Monday, June 22, 2009

Father's Day

This year was a good Father's Day in many ways; although I didn't expect it to be. I basically hadn't seen the kids since Tuesday night because Megan and I were doing tech for Broadway at Bethel and Megan's cousin Sarah was nannying for us. Wednesday night the kids all left our house and stayed with Sarah's family until Sunday. Sunday afternoon the kids came to campus with Megan's mom to watch the show. It was so wonderful to hug and kiss them. There is so much warmth and love in their little arms. It felt so invigorating to just inhale them after the week apart, when I never felt we'd quite reconnected after our Vegas trip. I bemoan the business of my life that keeps me away from them so much, yet I know that they need to be confident without me there. Maggie is turning into such a beautiful young person. She's got freckles all over her face--signs of happy times under the sun. She shows me such maturity alongside her childishness. There is so much joy in her smile, it hurts to know that she will experience pain at all. Lennon is so full of engagement that it sometimes comes out in kicks and pinches, but he really just wants to experience contact. He's such a good little hugger! He's starting to tell us why things are funny, and they both ask such good questions all the time. Maggie asked me about Adam and Eve recently and whether I believed it was true. She's really thinking about things. What a wonder is wonderment! What a lucky dad I am.

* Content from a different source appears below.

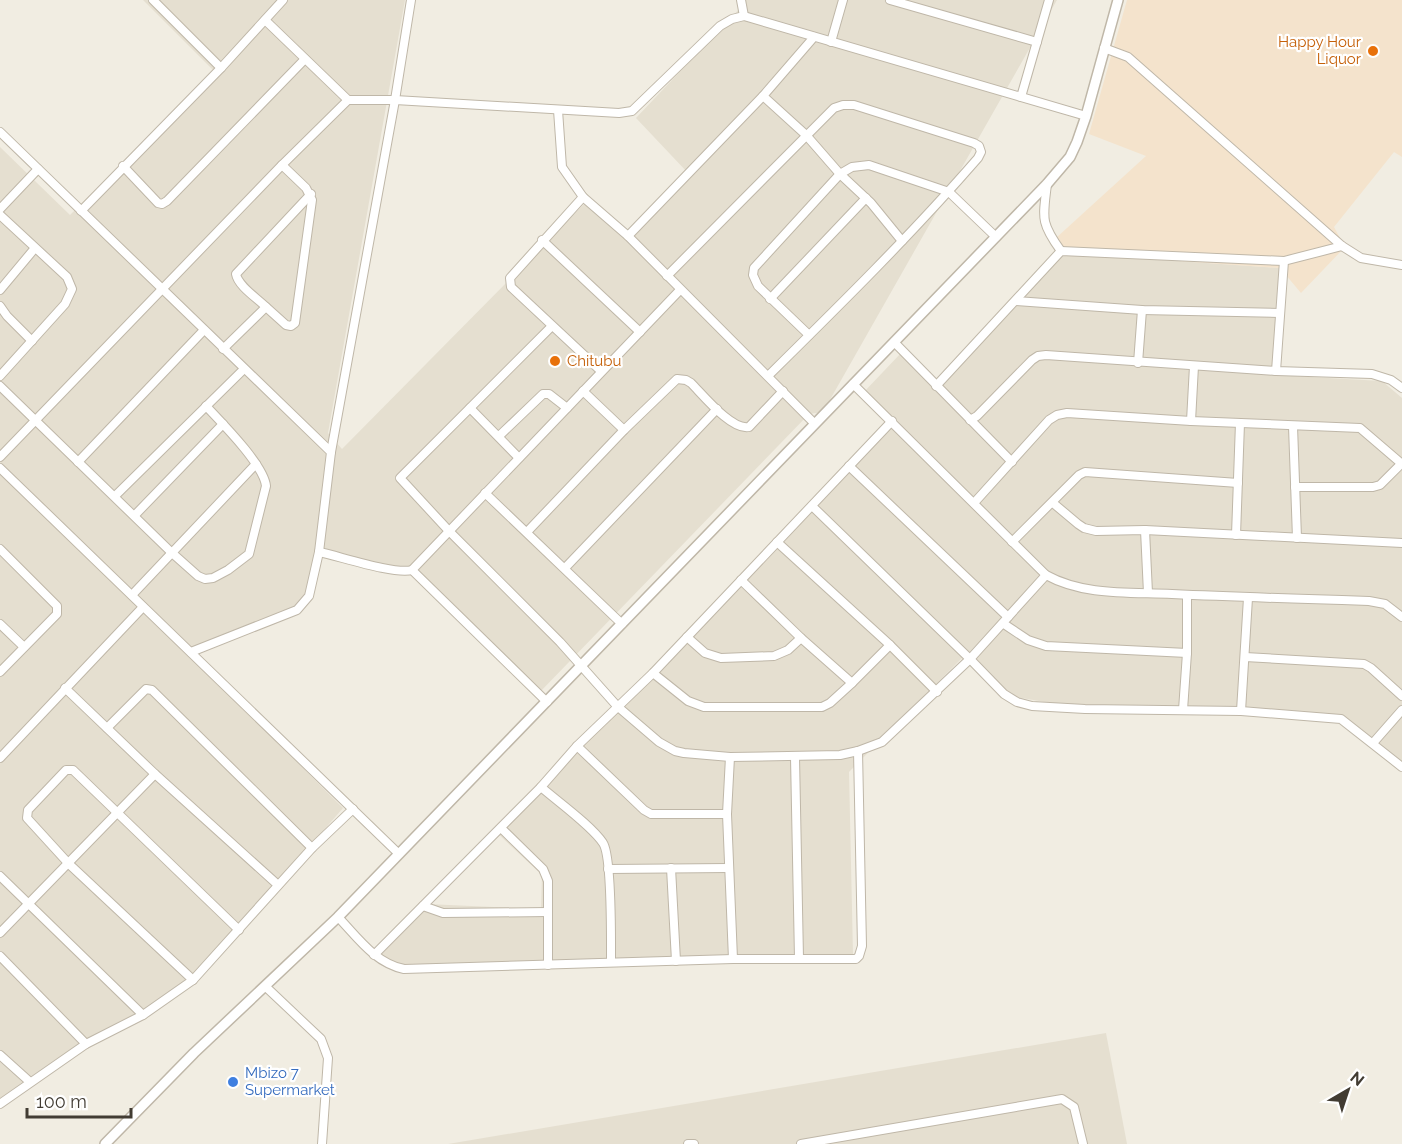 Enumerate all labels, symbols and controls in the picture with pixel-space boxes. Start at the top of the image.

Father's Day is really a time to celebrate the kids and all that they bring; not least of all because we lost Megan's dad on Father's Day, 2007. Remembering him and how he would have loved these two is a wonderful way to celebrate them, while acknowledging and healing from the pain at the same time. If it wasn't for the little lives around us, the loss of the big lives would be too much for the heart to take. So, Jim, here's a nod to you. We miss you so--your steadiness, your thoughtfulness, your sly humor and your gentle direction. Your legacy lives here on earth through these children. You are not a memory to them; you are a real and living person, waiting to see us all again, hopefully later than sooner. And so, the day for fathers that I thought might always be bitter at the memory of your passing, is all the sweeter for the memory of your love.